[Records excerpted from a collection]
- - -
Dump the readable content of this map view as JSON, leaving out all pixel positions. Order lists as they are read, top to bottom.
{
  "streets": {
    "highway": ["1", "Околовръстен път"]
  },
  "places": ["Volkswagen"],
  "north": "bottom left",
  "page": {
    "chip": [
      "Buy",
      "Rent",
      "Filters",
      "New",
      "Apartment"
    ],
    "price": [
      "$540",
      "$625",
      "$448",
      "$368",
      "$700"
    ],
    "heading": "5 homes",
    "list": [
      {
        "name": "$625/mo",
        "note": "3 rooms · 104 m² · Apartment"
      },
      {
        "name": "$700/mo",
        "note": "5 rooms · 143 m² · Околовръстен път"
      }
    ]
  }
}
- - -
REQUIRED WORK ▸ Set down every record above exactly as written.

WRITTEN ANSWER ▸
Dump the readable content of this map view as JSON, leaving out all pixel positions. Order lists as they are read, top to bottom.
{
  "streets": {
    "highway": ["1", "Околовръстен път"]
  },
  "places": ["Volkswagen"],
  "north": "bottom left",
  "page": {
    "chip": [
      "Buy",
      "Rent",
      "Filters",
      "New",
      "Apartment"
    ],
    "price": [
      "$540",
      "$625",
      "$448",
      "$368",
      "$700"
    ],
    "heading": "5 homes",
    "list": [
      {
        "name": "$625/mo",
        "note": "3 rooms · 104 m² · Apartment"
      },
      {
        "name": "$700/mo",
        "note": "5 rooms · 143 m² · Околовръстен път"
      }
    ]
  }
}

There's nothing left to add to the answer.